Lula na cúpula da OIT
contra a fome e a pobreza.

Nova York – O presidente Luiz Inácio Lula da Silva marcou ontem logo cedo a posição do Brasil sobre a globalização numa reunião promovida pela Organização Internacional do Trabalho, na sede das Nações Unidas (ONU), ao dizer com todas as letras que as regras do sistema financeiro internacional “devem permitir aos países em desenvolvimento a necessária margem de autonomia para que construam suas infra-estruturas e apliquem políticas industriais e tecnológicas próprias”.

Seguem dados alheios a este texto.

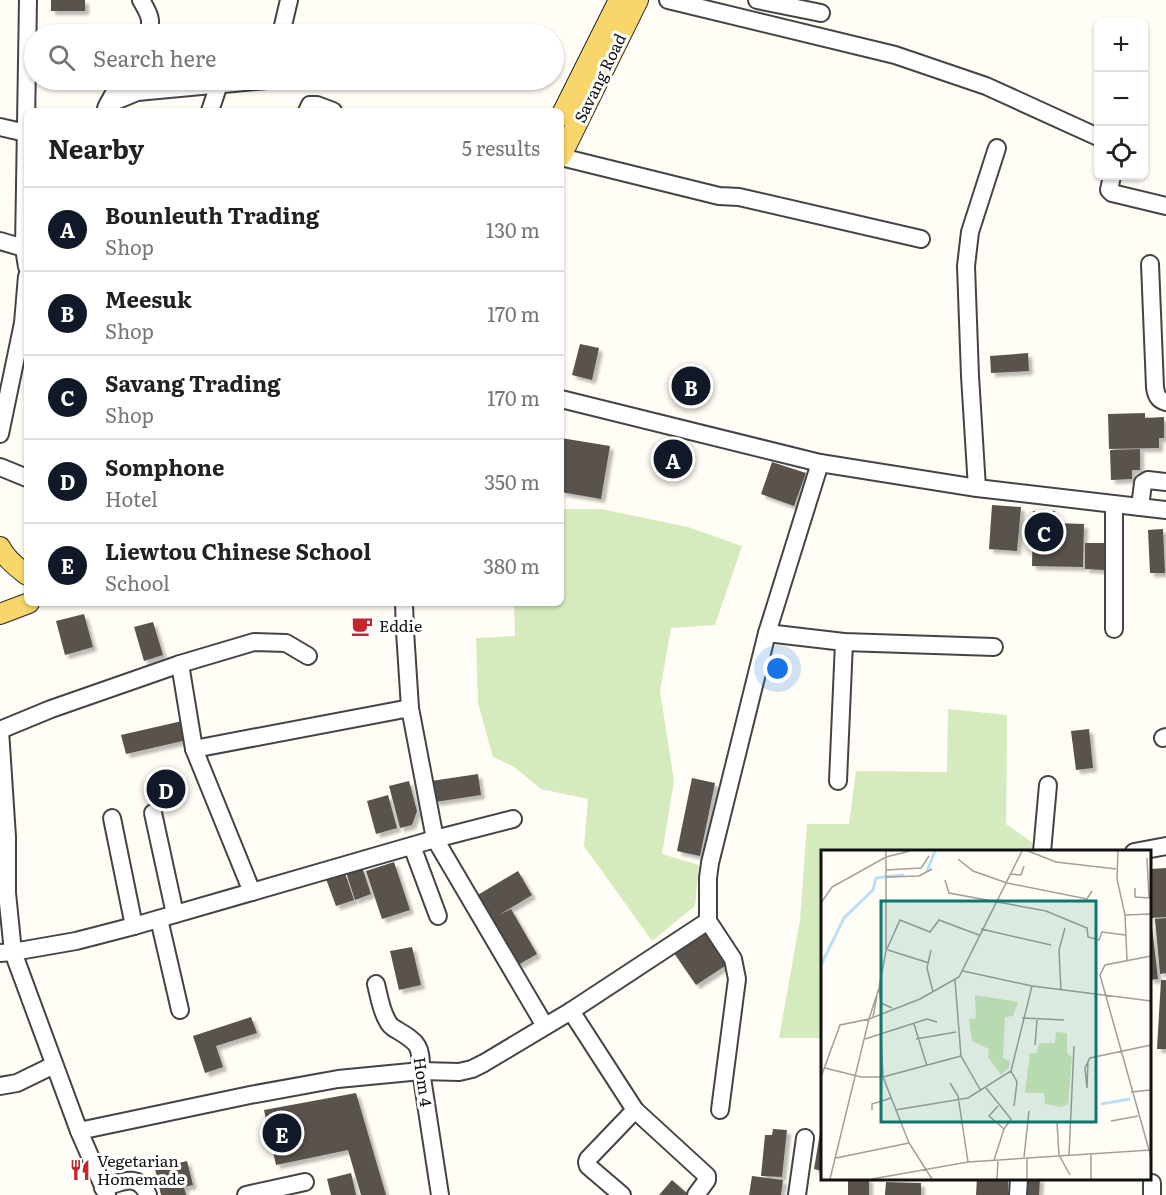 <!DOCTYPE html>
<meta charset="utf-8">
<style>
:root{--surface:#fff;--page:#f2f2f2;--text:#202124;--muted:#757577;--line:#e0e0e0;--accent:#111827}
body{margin:0;font-family:Literata,serif;background:var(--page);color:var(--text)}
.controls{position:absolute;right:18px;top:18px;display:grid;overflow:hidden;border-radius:9px;box-shadow:0 2px 4px #0004}
.controls button{width:54px;height:54px;display:grid;place-items:center;padding:0;border:0;border-bottom:2px solid var(--line);background:var(--surface);color:var(--text);font:30px sans-serif}
.you{position:absolute;left:778px;top:669px;width:21px;height:21px;margin:-15px;border:4px solid #fff;border-radius:50%;background:#1a73e8;box-shadow:0 0 0 9px #1a73e833}
.badge{display:grid;place-items:center;width:39px;height:39px;border-radius:50%;background:var(--accent);color:#fff;font-size:20px;font-weight:700}
.pin{position:absolute;translate:-50% -50%;border:3px solid #fff;box-shadow:0 2px 6px #0006}
.list{margin:0;padding:0;list-style:none}
h2{display:flex;justify-content:space-between;align-items:center;height:78px;margin:0;padding:0 24px;font-size:26px}
h2 small{font-size:20px;font-weight:400;color:var(--muted)}
.list li{display:grid;grid-template-columns:39px 1fr auto;gap:18px;align-items:center;box-sizing:border-box;height:84px;padding:0 24px;border-top:2px solid var(--line)}
.list b{display:block;font-size:22px;white-space:nowrap}
.list p{margin:0;font-size:20px;white-space:nowrap;color:var(--muted)}
.list em{font-size:20px;font-style:normal;color:var(--muted)}
.icon{flex:none;width:33px;height:33px;fill:none;stroke:currentColor;stroke-width:2;stroke-linecap:round;stroke-linejoin:round}
.map{position:relative;flex:none;width:1166px;height:1195px;overflow:hidden}
.search{position:absolute;background:var(--surface);box-shadow:0 2px 4px #0004;left:24px;top:24px;width:540px;height:66px;display:flex;align-items:center;gap:15px;box-sizing:border-box;padding:0 21px;border-radius:33px;color:var(--muted);font-size:22px}
.panel{position:absolute;background:var(--surface);box-shadow:0 2px 4px #0004;left:24px;top:108px;width:540px;height:498px;border-radius:9px}
.map>svg:first-child{display:block}
.green{fill:#d5ebbd}
.building{fill:#5a524d;filter:url(#shadow)}
.lines{fill:none;stroke-linecap:round;stroke-linejoin:round}
.minor-casing{stroke:#444;stroke-width:20}
.major-casing{stroke:#222;stroke-width:22}
.minor{stroke:#fff;stroke-width:16}
.major{stroke:#f9d66b;stroke-width:20}
.labels{text-anchor:middle;stroke-width:6;stroke-linejoin:round;paint-order:stroke}
.street-label{font-size:16px;fill:#111;stroke:#fff}
.poi-label{font-size:16px;fill:#111;stroke:#fff;text-anchor:start}
.inset-river{fill:none;stroke:#b9e0f7;stroke-width:3}
.inset-road{fill:none;stroke:#a09f9a;stroke-width:1.5}
.view{fill:#0f766e;fill-opacity:0.15;stroke:#0f766e;stroke-width:3}
.inset-edge{fill:none;stroke:#111;stroke-width:3}
</style>
<div class="map">
<svg width="1166" height="1195" viewBox="0 0 1166 1195">
<defs>
<filter id="shadow"><feDropShadow dx="4" dy="4" stdDeviation="1.5" flood-color="#0004"/></filter>
</defs>
<rect width="100%" height="100%" fill="#fffdf5"/>
<g class="green">
<path d="M561 509H601L688 527 742 546 715 625 671 628 660 691 674 781 662 854 699 865 695 906 652 941 584 846 588 799 541 789 513 766 493 757 478 703 476 638 515 636 514 603H561Z"/>
<path d="M948 709 1007 715 1006 824 1037 846V851L822 852V1038H779L800 920 807 824H849L856 771 947 772Z"/>
</g>
<g class="building">
<rect x="51" y="0" width="34" height="11"/>
<path d="M580 344 599 348 592 380 572 375Z"/>
<path d="M1028 353 1029 371 991 373 990 356Z"/>
<path d="M1145 413V418L1164 417V438H1159V448L1109 449 1108 414Z"/>
<path d="M561 438 610 446 601 499 561 492Z"/>
<path d="M1140 449V470H1132V479L1111 480 1110 450Z"/>
<path d="M772 462 806 473 794 506 761 494Z"/>
<path d="M992 505 1021 507 1017 551 989 549Z"/>
<path d="M1033 511H1055L1054 523 1084 524 1083 567 1032 566Z"/>
<path d="M1163 529 1165 573H1150L1148 530Z"/>
<path d="M1085 543H1104V570L1085 569Z"/>
<path d="M84 614 93 647 65 655 56 621Z"/>
<path d="M153 622 163 655 144 661 134 627Z"/>
<path d="M182 721 187 740 126 754 121 735Z"/>
<path d="M1089 729 1093 768 1076 770 1071 731Z"/>
<path d="M478 774 481 795 435 802 431 781Z"/>
<path d="M692 778 715 783 700 856 677 851Z"/>
<path d="M409 781 417 811 412 825 400 828 389 786Z"/>
<path d="M388 795 397 828 376 834 367 801Z"/>
<path d="M394 862 410 910 382 919 366 871Z"/>
<path d="M362 867 371 894 355 900 346 872Z"/>
<path d="M1166 868V917L1151 918 1158 979 1150 980V869Z"/>
<path d="M518 871 532 895 499 915 511 909 537 954 518 965 476 896Z"/>
<path d="M345 873 354 900 336 906 326 879Z"/>
<path d="M1166 918V973L1160 974 1155 919Z"/>
<path d="M706 931 728 964 696 985 674 953Z"/>
<path d="M412 947 421 985 399 990 390 951Z"/>
<path d="M1161 980H1166V1049H1157Z"/>
<path d="M251 1017 257 1033 216 1046 223 1067 205 1073 193 1036Z"/>
<path d="M356 1093 386 1195H361L348 1150 276 1165 264 1110Z"/>
<path d="M773 1129 787 1130 782 1177 761 1176 765 1135H772Z"/>
<path d="M820 1133 822 1134V1171L814 1169Z"/>
<path d="M187 1161 193 1185 184 1187 186 1195H161L155 1169Z"/>
<path d="M351 1173 356 1195H331L327 1179Z"/>
<path d="M752 1176 783 1180 781 1195H749Z"/>
<rect x="848" y="1178" width="21" height="17"/>
<path d="M977 1178H1008V1195H976Z"/>
<path d="M1027 1178H1040L1039 1195H1027Z"/>
<path d="M672 1180 689 1195H659Z"/>
<path d="M886 1182 921 1183V1195H885Z"/>
</g>
<g class="lines">
<defs>
<g id="minor">
<path d="M141 0C148 12 154 21 147 34"/>
<path d="M668 0 895 55 986 86 1098 137"/>
<path d="M757 0 821 13"/>
<path d="M281 34 289 0"/>
<path d="M108 104 137 92 267 80"/>
<path d="M106 108 121 80"/>
<path d="M210 111 219 84"/>
<path d="M307 111 310 105H317L333 111"/>
<path d="M0 127 26 133"/>
<path d="M561 157 719 196 739 197 921 239"/>
<path d="M1112 176 1109 190 1112 193 1166 206"/>
<path d="M0 241 24 248"/>
<path d="M1150 264 1155 387C1156 395 1158 400 1166 402"/>
<path d="M27 267 24 248 28 0"/>
<path d="M561 399 820 463 977 488 1166 510"/>
<path d="M0 434 23 323 27 276"/>
<path d="M0 467 27 478"/>
<path d="M977 488 970 376 966 266 970 232 997 148"/>
<path d="M1114 505V629"/>
<path d="M1140 507 1143 483 1148 480 1166 482"/>
<path d="M404 603 405 631 410 708 435 839 545 1026"/>
<path d="M767 633 844 642 994 647"/>
<path d="M180 664 194 749 252 892"/>
<path d="M0 730 7 837V893L13 952 79 1131 107 1195"/>
<path d="M0 730 51 709 180 664 254 642 286 643 308 656"/>
<path d="M1163 738 1166 737"/>
<path d="M194 749 410 708"/>
<path d="M838 781 844 642"/>
<path d="M153 813 175 914"/>
<path d="M112 818 134 926"/>
<path d="M412 846 438 916"/>
<path d="M1042 852 1048 785"/>
<path d="M1134 852 1166 846"/>
<path d="M159 919 180 1010"/>
<path d="M708 921 733 959 737 979 720 1110"/>
<path d="M0 953 13 952 76 941 134 926 435 839 513 819"/>
<path d="M376 984C379 996 381 1010 387 1020 389 1025 393 1028 397 1030 419 1043 421 1046 421 1071L440 1195"/>
<path d="M571 1011 635 1110 707 1176V1180L696 1195"/>
<path d="M0 1086 17 1083 54 1065"/>
<path d="M79 1131 250 1095 338 1079 421 1071 459 1072 472 1069 484 1063 571 1011 708 921V878L710 863 767 633 820 463"/>
<path d="M103 1188C122 1182 138 1172 148 1195"/>
<path d="M246 1195 305 1182"/>
<path d="M622 1195 588 1166 587 1162 588 1159 635 1110"/>
<path d="M797 1195 805 1138"/>
<path d="M1018 1195 1019 1178"/>
<path d="M1152 1195V1183"/>
</g>
<g id="major">
<path d="M561 116 619 0"/>
<path d="M561 156 638 0"/>
<path d="M0 547C6 559 17 567 27 575"/>
<path d="M0 614 29 603"/>
</g>
</defs>
<use href="#minor" class="minor-casing"/>
<use href="#major" class="major-casing"/>
<use href="#minor" class="minor"/>
<use href="#major" class="major"/>
</g>
<defs>
<symbol id="cafe-bare" viewBox="-9 -9 18 18"><path d="M-5.5-4.5H6V0H3Q3 3.5 0 3.5H-2.5Q-5.5 3.5-5.5 0ZM3-3.2v2h1.7v-2ZM-6 4.5H4V6H-6Z" fill="#c4262e" stroke="#fff" stroke-width="2.5" paint-order="stroke"/></symbol>
<symbol id="restaurant-bare" viewBox="-9 -9 18 18"><path d="M-5-6h1v4h1v-4h1v4h1v-4h1v5L-1.5 .5V6h-2V.5L-5-1ZM5-6V6H3V1.5H1.5Q1.5-4 5-6Z" fill="#c4262e" stroke="#fff" stroke-width="2.5" paint-order="stroke"/></symbol>
</defs>
<g fill-rule="evenodd">
<use href="#cafe-bare" x="347" y="611" width="30" height="30"/>
<use href="#restaurant-bare" x="65" y="1155" width="30" height="30"/>
</g>
<g class="labels">
<g class="street-label">
<text transform="translate(600 78) rotate(-64)" y="6">Savang Road</text>
<text transform="translate(423 1082) rotate(82)" y="6">Hom 4</text>
</g>
<g class="poi-label">
<text x="379" y="632">Eddie</text>
<text x="97" y="1167">Vegetarian<tspan x="97" dy="18">Homemade</tspan></text>
</g>
</g>
<g transform="translate(821 850)">
<rect width="330" height="330" fill="#fffdf5"/>
<path d="M154 145 197 152 192 166 184 167 182 208 189 211 188 218 180 225 167 207 168 199 151 191 148 169 155 168ZM235 182 246 183V203L251 207 247 254 239 257 224 254 223 243H204L209 203H216L218 193H234Z" fill="#d5ebbd"/>
<path class="inset-river" d="M106 21 114 1M0 115 23 68 52 40 55 28 83 25M280 254 309 249"/>
<path class="inset-road" d="M207 1 235 12 295 19M297 1 296 29 304 65 306 110M326 8 328 48M137 9 152 21 186 33 266 49 271 41M65 20 100 18 108 6M190 24 200 25 203 16M65 27 98 26 111 19M124 30 128 43 225 61 266 78 267 87 278 90 281 82 304 85M314 38V47L329 48M0 53 11 37 65 7 89 1M304 65 330 64M160 79 230 95M67 100 108 113M110 100 106 118 112 142M65 101 79 70 109 82 118 70 158 85M330 106 284 115 279 125 330 307M142 121 211 136 330 151M134 130 140 206 160 241M58 138 60 153 71 158M240 141 238 100 244 78M52 167 56 146M201 168 243 170M93 174 106 216M60 186 62 227 88 293 111 329M44 189 106 169 116 172M95 189 135 182M214 195 216 170M4 218 40 227H62L140 206M190 221 196 232 193 256M0 227 19 175 48 169 58 138 65 101V1M129 233 137 246 147 312M165 238 190 269 183 279 173 310M266 238 264 218 269 208 330 195M266 238 267 211M310 242 330 240M177 256 168 266 183 279M51 260V254L70 248M74 260 147 248 190 221 211 136M290 271 317 266M236 273 238 305 249 325M248 305 253 196M203 307 208 261M15 308 88 293M206 309V329M9 329 48 169 99 149 138 127 201 1M51 329 147 312 330 300M176 329 177 310M270 329V304"/>
<path class="view" d="M60 51H275V272H60Z"/>
<rect width="330" height="330" class="inset-edge"/>
</g>
</svg>
<div class="controls">
<button>+</button>
<button>−</button>
<button><svg class="icon" aria-label="locate" viewBox="0 0 24 24"><circle cx="12" cy="12" r="6"/><path d="M12 2v4M12 18v4M2 12h4M18 12h4"/></svg></button>
</div>
<div class="you"></div>
<div class="pin badge" style="left:673px;top:459px">A</div>
<div class="pin badge" style="left:691px;top:386px">B</div>
<div class="pin badge" style="left:1044px;top:532px">C</div>
<div class="pin badge" style="left:166px;top:789px">D</div>
<div class="pin badge" style="left:282px;top:1133px">E</div>
<div class="search"><svg class="icon" aria-label="search" viewBox="0 0 24 24"><circle cx="10" cy="10" r="6"/><path d="M15 15l6 6"/></svg>Search here</div>
<section class="panel">
<h2>Nearby<small>5 results</small></h2>
<ul class="list">
<li><span class="badge">A</span><div><b>Bounleuth Trading</b><p>Shop</p></div><em>130 m</em></li>
<li><span class="badge">B</span><div><b>Meesuk</b><p>Shop</p></div><em>170 m</em></li>
<li><span class="badge">C</span><div><b>Savang Trading</b><p>Shop</p></div><em>170 m</em></li>
<li><span class="badge">D</span><div><b>Somphone</b><p>Hotel</p></div><em>350 m</em></li>
<li><span class="badge">E</span><div><b>Liewtou Chinese School</b><p>School</p></div><em>380 m</em></li>
</ul>
</section>
</div>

As nações em desenvolvimento precisam “tomar as rédeas da globalização”, afirmou o presidente, em seu primeiro discurso do dia, ao participar de um debate sobre a dimensão social do mundo globalizado. Lula criticou as cláusulas comerciais protecionistas dos países ricos e disse que “o sistema financeiro internacional deve contribuir para o crescimento da produção e a melhor distribuição de renda em nível mundial”.

Mas sublinhou o limite que seu governo tem procurado marcar em temas de integração econômica ao reafirmar a importância da preservação de um grau de autonomia que nações como o Brasil precisam ter em setores estratégicos: a construção da infra-estrutura, e a aplicação “de políticas industriais e tecnológicas próprias”. Essas posições estiveram no centro das divergências que o Brasil teve com os Estados Unidos na negociação do acordo para a criação da Área de Livre Comércio das Américas.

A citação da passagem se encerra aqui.